TGase-S oligomerizes in cells. Myc-tagged TGase, TGase-S, TGase (1–657), and TGase-S (C277V) were expressed in Cos7 cells and then lysed. (a) The cell lysates were immunoblotted as indicated. Note the presence of larger Myc-TGase-S and Myc-TGase (1–657) species of ≈180–240 kDa [Myc-TGase-S and TGase (1–657) Oligomers]. The GTP-binding activities of the various constructs were determined by using an affinity-labeling assay with [α-³²P]GTP. Shown is an autoradiogram of the assay. (b) The indicated cell lysates were immunoblotted with TGase and actin antibodies. The larger Myc-TGase-S species detected is denoted as “TGase-S Oligomers.”

Fig. 5.

TGase-S forms large aggregates in cells.
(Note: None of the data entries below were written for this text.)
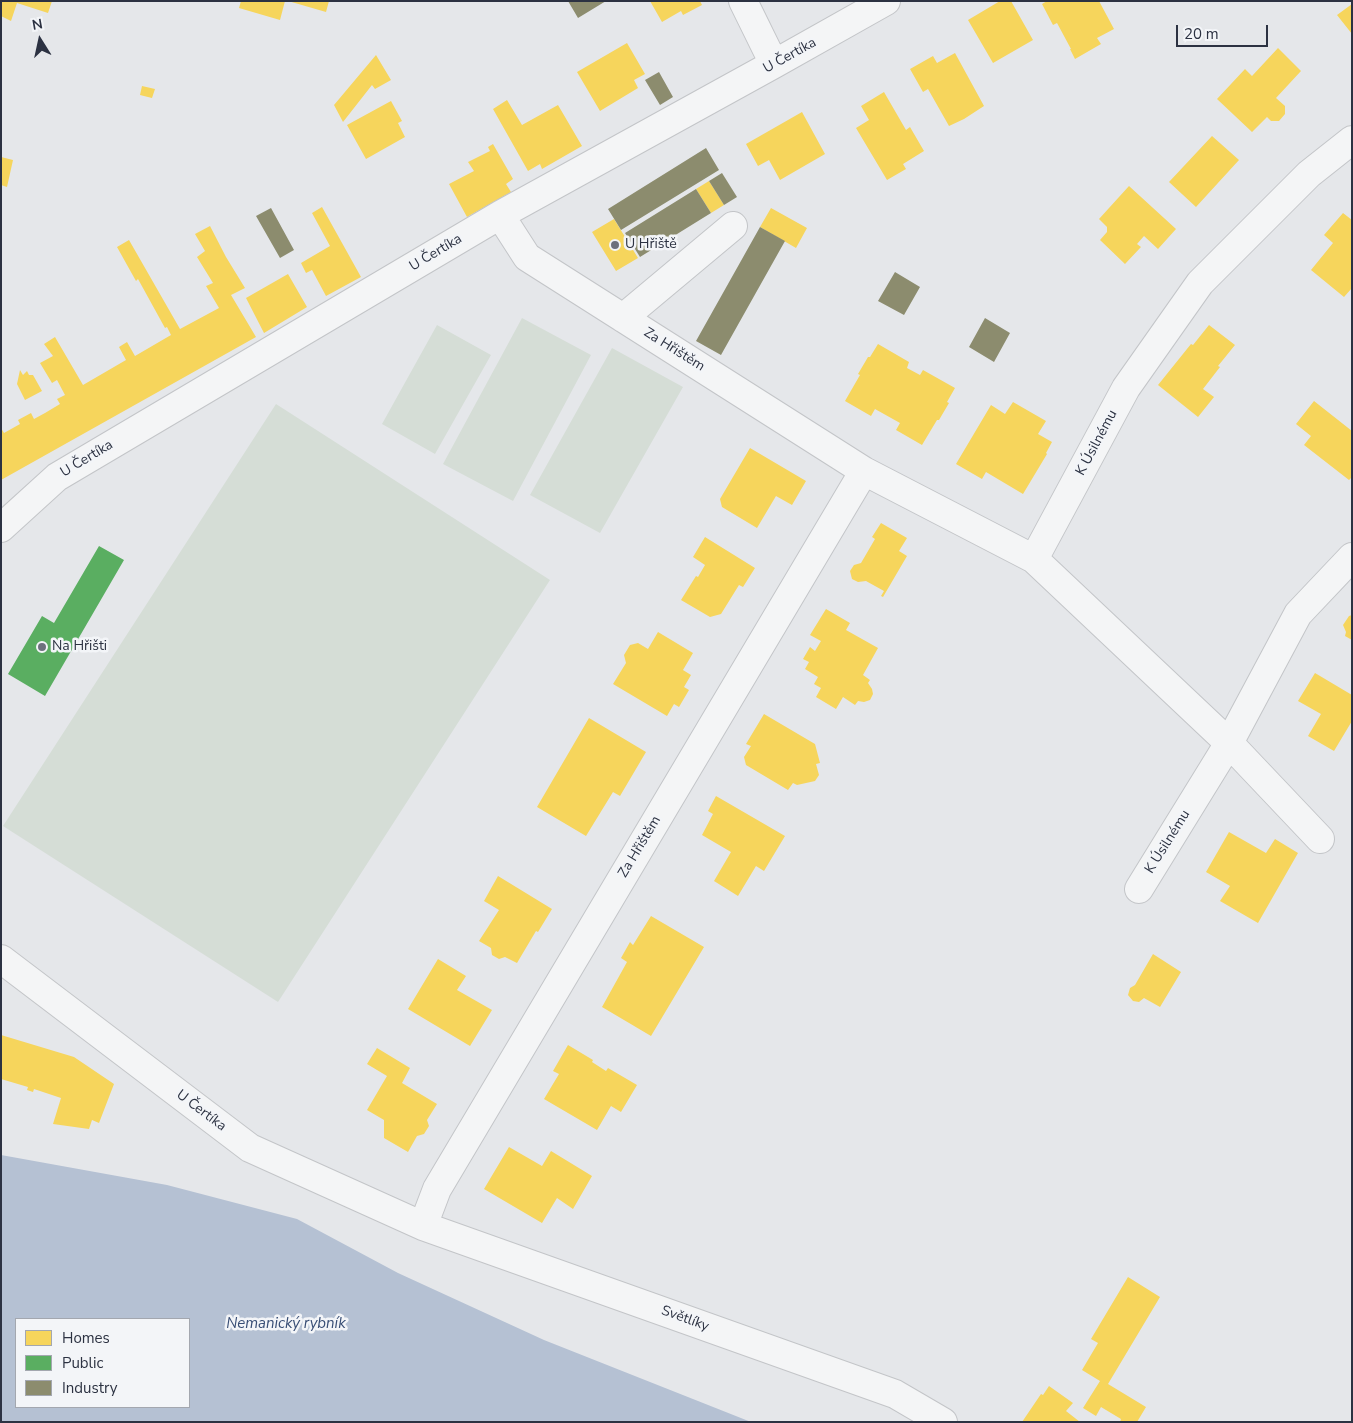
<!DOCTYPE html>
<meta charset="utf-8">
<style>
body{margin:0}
#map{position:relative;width:1353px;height:1423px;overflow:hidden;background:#e5e7ea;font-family:"Nunito Sans",sans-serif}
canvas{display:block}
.frame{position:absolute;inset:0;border:2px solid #2c3242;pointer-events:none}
.legend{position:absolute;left:15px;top:1318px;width:175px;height:90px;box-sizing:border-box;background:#f3f5f8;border:1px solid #a3a7af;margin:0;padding:6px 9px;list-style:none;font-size:15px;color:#2c3242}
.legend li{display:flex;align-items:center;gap:10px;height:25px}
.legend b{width:25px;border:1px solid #a3a7af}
.north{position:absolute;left:15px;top:15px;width:50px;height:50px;-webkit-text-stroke:4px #f3f5f8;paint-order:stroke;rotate:350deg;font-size:14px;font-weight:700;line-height:20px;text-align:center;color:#2c3242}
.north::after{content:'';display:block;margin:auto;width:18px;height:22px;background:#2c3242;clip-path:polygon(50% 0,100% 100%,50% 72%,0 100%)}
.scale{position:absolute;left:1176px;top:25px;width:92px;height:22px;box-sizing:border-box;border:2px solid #2c3242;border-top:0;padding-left:6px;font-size:15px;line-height:18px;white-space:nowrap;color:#2c3242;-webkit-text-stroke:4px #f3f5f8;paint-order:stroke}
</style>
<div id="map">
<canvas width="1353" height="1423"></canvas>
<div class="frame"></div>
<ul class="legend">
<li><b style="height:14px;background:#f6d55c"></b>Homes</li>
<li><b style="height:14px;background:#5aae61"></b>Public</li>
<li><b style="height:14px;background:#8c8c6e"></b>Industry</li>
</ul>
<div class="north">N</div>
<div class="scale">20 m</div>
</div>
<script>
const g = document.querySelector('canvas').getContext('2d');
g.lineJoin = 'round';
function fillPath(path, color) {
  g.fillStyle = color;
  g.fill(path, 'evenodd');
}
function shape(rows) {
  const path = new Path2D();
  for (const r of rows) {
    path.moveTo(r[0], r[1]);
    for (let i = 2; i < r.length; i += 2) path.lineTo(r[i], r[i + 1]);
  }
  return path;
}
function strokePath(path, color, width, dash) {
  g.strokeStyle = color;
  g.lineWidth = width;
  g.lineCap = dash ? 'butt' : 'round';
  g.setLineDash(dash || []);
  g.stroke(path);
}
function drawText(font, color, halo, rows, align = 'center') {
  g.font = font + ' "Nunito Sans",sans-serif';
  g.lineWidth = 5;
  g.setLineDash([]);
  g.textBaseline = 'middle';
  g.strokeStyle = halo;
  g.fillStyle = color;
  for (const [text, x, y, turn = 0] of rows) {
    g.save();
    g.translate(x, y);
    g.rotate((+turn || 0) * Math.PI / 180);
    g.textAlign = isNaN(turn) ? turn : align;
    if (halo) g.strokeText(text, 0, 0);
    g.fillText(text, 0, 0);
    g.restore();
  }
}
fillPath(shape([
 [522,318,591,355,513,501,443,464],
 [437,325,491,355,435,454,382,424],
 [612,348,683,387,600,533,530,495],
 [276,404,550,580,278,1002,3,826]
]), '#d5ddd6');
fillPath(shape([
 [1,1155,167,1185,297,1219,398,1273,544,1340,751,1422,1,1422],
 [16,1319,189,1319,189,1407,16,1407]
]), '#b5c1d3');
fillPath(shape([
 [1,1,52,1,48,13,17,3,11,21,1,16],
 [241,1,285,1,280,20,239,8],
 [288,1,329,1,326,12],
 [650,1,700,1,702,5,683,15,681,11,662,22],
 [1000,1,1011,1,1033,40,993,63,968,20],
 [1047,1,1099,1,1114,29,1097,38,1101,44,1075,59,1070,49,1071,49,1057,23,1053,25,1042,4],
 [1352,4,1352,34,1337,15],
 [627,43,645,74,634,80,638,88,600,111,577,72],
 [1278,48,1301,71,1276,98,1285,106,1285,114,1279,121,1271,121,1267,117,1252,132,1217,99,1245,69,1252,76],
 [955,53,984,106,964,119,949,126,928,89,923,92,910,69,933,56,937,63],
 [376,55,391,80,375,89,372,85,343,122,334,105],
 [142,86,155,89,152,98,140,95],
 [884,92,906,130,910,127,924,151,903,164,906,169,887,180,856,128,869,120,861,106],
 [507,100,522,125,558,105,582,146,542,169,540,164,528,171,493,109],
 [391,101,402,121,398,123,405,137,366,159,347,125],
 [802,112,825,154,780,180,769,160,758,166,746,144],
 [1212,136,1239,160,1196,207,1169,182],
 [493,144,513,179,506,184,511,192,467,217,449,184,474,171,468,162,490,151,488,147],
 [1,157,13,160,7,187,1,185],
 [709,181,724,205,711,213,696,189],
 [1129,186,1176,229,1158,249,1144,236,1137,244,1141,247,1125,264,1100,240,1107,232,1107,227,1099,219],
 [322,207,361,277,326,296,312,270,306,273,301,263,330,246,312,213],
 [771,208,807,228,796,248,760,227],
 [1343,213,1352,220,1352,288,1344,297,1311,270,1333,243,1324,235],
 [614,219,638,258,616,271,592,232],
 [210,226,226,257,245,288,231,295,256,337,1,480,1,428,4,433,20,424,18,420,31,413,34,419,45,413,60,404,57,399,65,395,57,380,52,383,40,363,53,356,44,344,55,337,83,385,126,360,119,347,127,342,135,356,171,335,167,327,165,328,138,279,136,281,117,247,129,240,180,329,219,308,206,286,213,283,197,257,205,251,195,234],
 [288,274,307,307,264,333,246,298],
 [1209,325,1235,345,1218,366,1220,367,1203,389,1214,397,1198,417,1158,385,1191,344,1193,345],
 [878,344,909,362,907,368,920,375,923,370,955,388,947,402,949,403,939,420,937,420,922,445,896,430,900,423,875,409,871,416,845,401,860,375,858,374,868,357,870,357],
 [20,370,23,375,27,371,29,375,33,375,42,391,25,400,17,384],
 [1314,401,1352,431,1352,477,1349,480,1304,445,1311,436,1296,424],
 [1013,402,1046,421,1038,434,1052,442,1046,453,1047,454,1023,494,986,472,982,479,956,464,991,405,1005,414],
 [750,448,806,481,792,505,776,496,757,528,722,507,720,499],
 [881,523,907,538,899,551,907,556,883,597,881,596,884,591,866,581,858,582,852,579,850,571,854,565,861,563,875,539,872,537],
 [705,537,755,568,743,587,739,585,721,614,710,617,681,600,696,576,698,577,705,565,693,557],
 [826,609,850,623,846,630,878,648,863,675,870,680,868,683,872,689,873,694,870,700,864,702,858,701,855,705,843,697,836,709,816,697,821,688,814,684,818,677,805,669,809,662,803,659,810,647,815,651,821,641,810,635],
 [1352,615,1352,640,1345,636,1346,632,1343,625,1349,616],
 [658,632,693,653,683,670,691,675,684,687,689,690,679,707,674,704,667,716,613,684,626,663,624,655,630,645,638,643,648,649],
 [1315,673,1352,695,1352,721,1334,751,1308,736,1321,714,1298,701],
 [764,714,815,744,820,763,816,764,819,775,815,781,797,785,793,783,788,790,746,765,744,757,751,746,746,744],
 [589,718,646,752,620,796,613,792,586,836,537,807],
 [716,796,785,836,764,871,756,866,738,896,714,881,731,852,702,835,713,814,708,811],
 [1229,832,1266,853,1275,839,1298,853,1258,923,1220,901,1230,886,1206,872],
 [498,876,552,909,538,932,536,931,517,963,505,957,499,959,492,955,491,948,479,941,499,910,484,901],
 [651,916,704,947,651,1036,602,1007,627,962,621,958,630,942,633,945],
 [1153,954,1181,972,1160,1007,1144,998,1139,1002,1133,1001,1128,995,1130,988,1135,985],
 [438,959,466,976,457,990,492,1010,470,1046,408,1009],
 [1,1035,74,1057,114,1084,99,1123,92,1120,89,1129,53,1124,61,1098,34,1089,33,1092,27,1090,28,1087,1,1079],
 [568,1045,593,1060,592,1062,606,1071,608,1068,637,1085,621,1112,611,1106,597,1130,544,1099,559,1074,553,1071],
 [377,1048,410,1068,402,1083,437,1104,427,1120,429,1126,424,1134,417,1136,408,1152,384,1138,384,1120,367,1110,387,1076,367,1064],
 [509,1147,542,1166,551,1151,592,1176,573,1209,557,1198,542,1223,484,1189],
 [1128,1277,1160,1297,1108,1384,1146,1407,1137,1422,1120,1422,1121,1419,1101,1407,1096,1416,1083,1408,1100,1381,1082,1370,1098,1343,1091,1339],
 [1049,1386,1073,1403,1066,1411,1080,1422,1022,1422,1041,1394,1043,1395]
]), '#f6d55c');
fillPath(shape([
 [99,546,124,560,45,696,8,674,42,616,54,623]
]), '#5aae61');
fillPath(shape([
 [568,1,606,1,578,18],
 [659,72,673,97,660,105,645,80],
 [706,148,719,170,621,230,608,209],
 [722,173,737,197,724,205,709,181],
 [696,189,711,213,640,257,625,233],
 [271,208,294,250,280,258,256,216],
 [760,227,785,241,721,355,696,341],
 [895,272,920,287,904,315,878,301],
 [985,318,1010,333,994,362,969,347]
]), '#8c8c6e');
const minor = shape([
 [743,1,774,64],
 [500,215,527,257,864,471,1034,559,1229,743,1320,839],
 [623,318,733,226],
 [1,528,57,477,500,215,774,64,886,1],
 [1034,559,1126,388,1200,283,1309,174,1352,140],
 [1139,889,1229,743,1298,614,1352,557],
 [1,959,250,1148,423,1226,895,1394,943,1422],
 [423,1226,437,1189,864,471]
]);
strokePath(minor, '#c3c5c8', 30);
strokePath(minor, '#f4f5f6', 28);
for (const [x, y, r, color] of [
 [615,245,5,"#6d717d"],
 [42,647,5,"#6d717d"]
]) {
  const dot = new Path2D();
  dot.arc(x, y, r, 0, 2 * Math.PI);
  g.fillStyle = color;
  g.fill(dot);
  strokePath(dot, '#f3f5f8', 2);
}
drawText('14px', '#2c3242', '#f3f5f8', [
 ["U Čertíka",790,56,-29],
 ["U Čertíka",436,253,-31],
 ["Za Hřištěm",674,350,32],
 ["K Úsilnému",1097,443,-62],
 ["U Čertíka",87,459,-31],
 ["K Úsilnému",1168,842,-58],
 ["Za Hřištěm",640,847,-59],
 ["U Čertíka",201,1111,37],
 ["Světlíky",685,1319,20]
]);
drawText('14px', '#2c3242', '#f3f5f8', [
 ["U Hřiště",625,245],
 ["Na Hřišti",52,647]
], 'left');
drawText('italic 15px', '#384e75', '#f3f5f8', [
 ["Nemanický rybník",286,1324]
]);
</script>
About 12 h after the transfection of NIH 3T3 cells with the indicated TGase and TGase-S constructs, the cells were fixed. (a) Immunofluorescence was performed on the samples by using Myc antibody. The top and side views of the transfectants are shown. (b) Immunofluorescence was also performed on samples by using Myc and β-COP antibodies and DAPI to detect transfectants, Golgi, and nuclei, respectively.

Fig. 6.

TGase and TGase-S exhibit distinct biochemical properties. Lysates of Cos7 cells expressing Myc-TGase or Myc-TGase-S were separated by SDS/PAGE (a) or native-PAGE (b) and immunoblotted as indicated. (c) The cell extracts were also loaded onto a Superdex 200 gel filtration column and eluted from the column in 1.0-ml fractions. Aliquots (50 μl) from each fraction (indicated by numbers) were immunoblotted with Myc antibody. The elution profiles of Myc-TGase-S (Upper) and Myc-TGase (Lower) are shown. Fractions 15–21 correspond to a molecular mass range from 580–500 kDa, whereas fractions 28–35 correspond to a molecular mass range from 220–140 kDa.